Старик Пьер Леру, которого я привык любить и уважать лет тридцать, принес мне свое последнее сочинение и просил непременно прочесть его, "хоть текст, а примечания после, когда-нибудь".
"Книга Нова, трагедия в пяти действиях, сочиненная Исаией и переведенная Пьером Леру". И не только переведенная, но и прилаженная к современным вопросам.
Я прочел весь текст и, подавленный печалью, ужасом, искал окна. Что же это такое?
Какие антецеденты могли развить такой мозг, такую книгу? Где отечество этого человека и что за судьбы и страны и лица? Так сойти можно только с большого ума, это заключение длинного и сломленного развития.
Книга эта – бред поэта-лунатика, у которого в памяти– остались факты и строй, упованья и образы, но смысла не осталось; у которого сохранились чувства, воспоминания, формы, но разум не сохранился или если и уцелел, то для того, чтобы идти вспять, распускаясь на свои элементы, переходя из мыслей в фантазии, из истин в мистерии, из выводов в мифы, из знания в откровение.
Дальше идти нельзя, дальше каталептическое состояние, опьянение Пифии, шамана, дурь вертящегося дервиша, дурь вертящихся столов…
Революция и чародейство, социализм и талмуд, Иов и Ж. Санд, Исаия и Сен-Симон, 1789 год до р. X. и 1789 после р. X. – все брошено зря в каббалистический горн. Что же могло выйти из этих натянутых, враждебных совокуплений? Человек захворал от этой неперевариваемой пищи, он потерял здоровое чувство истины, любовь и уваженье к разуму. Где же причина, отбросившая так далеко от русла этого старика, некогда стоявшего в числе глав социального движения, полного энергии и любви, человека, которого речь, проникнутая негодованьем и сочувствием к меньшей братии, потрясла сердца? Я это время помню. "Петр Рыжий", так называли мы его в сороковых годах, "становится моим Христом", писал мне всегда увлекавшийся через край Белинский, – и вот этот-то учитель, этот живой будящий голос после пятнадцатилетнего удаления в Жерсее является с "Qreve de Samarez" и с книгой Иова, проповедует какое-то переселение душ, ищет развязки в том свете, в этот не верит больше. Франция, революция обманули его; он скинии свои разбивает в другом мире, в котором нет обмана, да и ничего нет, в силу чего большой простор для фантазии.

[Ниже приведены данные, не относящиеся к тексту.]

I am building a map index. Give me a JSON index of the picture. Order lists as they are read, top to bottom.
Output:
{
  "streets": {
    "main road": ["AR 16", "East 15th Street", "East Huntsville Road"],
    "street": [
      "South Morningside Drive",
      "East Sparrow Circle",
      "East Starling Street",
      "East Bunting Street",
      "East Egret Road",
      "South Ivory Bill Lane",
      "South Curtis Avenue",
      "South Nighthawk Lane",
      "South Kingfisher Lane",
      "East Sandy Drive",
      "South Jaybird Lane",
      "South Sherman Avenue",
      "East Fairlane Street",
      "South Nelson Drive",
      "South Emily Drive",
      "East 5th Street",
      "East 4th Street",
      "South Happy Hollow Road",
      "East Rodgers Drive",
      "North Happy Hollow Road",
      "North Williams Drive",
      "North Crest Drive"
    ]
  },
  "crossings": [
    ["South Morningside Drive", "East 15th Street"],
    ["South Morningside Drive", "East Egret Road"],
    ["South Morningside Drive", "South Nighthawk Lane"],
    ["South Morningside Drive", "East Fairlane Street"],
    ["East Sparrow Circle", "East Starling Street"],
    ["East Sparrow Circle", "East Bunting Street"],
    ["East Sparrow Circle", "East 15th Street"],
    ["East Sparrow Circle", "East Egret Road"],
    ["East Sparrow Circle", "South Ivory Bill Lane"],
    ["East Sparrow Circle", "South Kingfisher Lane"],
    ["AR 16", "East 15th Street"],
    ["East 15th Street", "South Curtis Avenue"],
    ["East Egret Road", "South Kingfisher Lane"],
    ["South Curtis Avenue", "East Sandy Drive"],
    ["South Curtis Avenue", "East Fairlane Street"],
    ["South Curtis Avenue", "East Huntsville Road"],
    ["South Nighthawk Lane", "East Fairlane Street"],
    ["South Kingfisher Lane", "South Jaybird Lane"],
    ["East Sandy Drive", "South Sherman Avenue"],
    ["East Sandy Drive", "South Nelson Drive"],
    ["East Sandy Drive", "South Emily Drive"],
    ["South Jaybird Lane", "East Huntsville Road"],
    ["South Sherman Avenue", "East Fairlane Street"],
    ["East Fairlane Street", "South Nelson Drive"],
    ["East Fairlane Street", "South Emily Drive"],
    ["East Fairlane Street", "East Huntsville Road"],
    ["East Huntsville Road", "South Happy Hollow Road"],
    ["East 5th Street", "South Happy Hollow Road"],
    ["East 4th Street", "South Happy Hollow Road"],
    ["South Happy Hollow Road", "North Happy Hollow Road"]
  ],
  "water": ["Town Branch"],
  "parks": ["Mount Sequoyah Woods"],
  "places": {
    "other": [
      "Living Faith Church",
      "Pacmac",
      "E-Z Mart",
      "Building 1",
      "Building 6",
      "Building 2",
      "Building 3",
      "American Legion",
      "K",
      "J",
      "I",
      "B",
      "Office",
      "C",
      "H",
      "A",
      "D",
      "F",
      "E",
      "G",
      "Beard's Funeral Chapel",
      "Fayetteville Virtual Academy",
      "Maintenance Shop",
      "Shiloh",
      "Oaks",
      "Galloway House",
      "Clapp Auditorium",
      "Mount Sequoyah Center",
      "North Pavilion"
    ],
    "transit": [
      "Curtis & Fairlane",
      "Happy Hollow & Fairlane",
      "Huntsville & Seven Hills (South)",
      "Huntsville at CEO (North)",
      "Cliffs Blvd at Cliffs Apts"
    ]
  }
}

Может, это личная болезнь – идиосинкразия? Ньютон имел свою книгу Иова, Огюст Конт – свое помешательство.
Может… но что сказать, когда вы берете другую, третью французскую книгу – все книга Иова, все мутит ум и давит грудь, все заставляет искать света и воздуха, все носит следы душевной тревоги и недуга, чего-то сбившегося с пути. Вряд можно ли в этом случае многое объяснить личным безумием, напротив, надобно искать в общем расстройстве причину частного явления. Я именно в полнейших представителях французского гения вижу следы недуга.
Гиганты эти потерялись, заснули тяжелым сном, в долгам лихорадочном ожидании, усталые от горечи дня и от жгучего нетерпения, они бредят в каком-то полусне и хотят нас и самих себя уверить, что их видения – действительность и что настоящая жизнь – дурной сон, который сейчас пройдет, особенно для Франции.
Неистощимое богатство их длинной цивилизации, колоссальные запасы слов и образов мерцают в их мозгу, как фосфоресценция моря, не освещая ничего. Какой-то вихрь, подметающий перед начинающимся катаклизмом осколки двух-трех миров, снес их в эти исполинские памяти без цемента, без связи, без науки. Процесс, которым развивается их мысль, для нас непонятен, они идут от слов к словам, от антиномий к антиномиям, от антитезисов к синтезисам, не разрешающим их; иероглиф принимается за дело, и желанье – за факт. Громадные стремления без возможных средств и ясных целей, недоконченные очертания, недодуманные мысли, намеки, сближения, прорицания, орнаменты, фрески, арабески… Ясной связи, которой хвалилась прежняя Франция, у них нет, истины они не ищут, она так страшна на деле, что они отворачиваются от нее. Романтизм ложный и натянутый, напыщенная и дутая риторика отучили вкус от всего простого и здорового.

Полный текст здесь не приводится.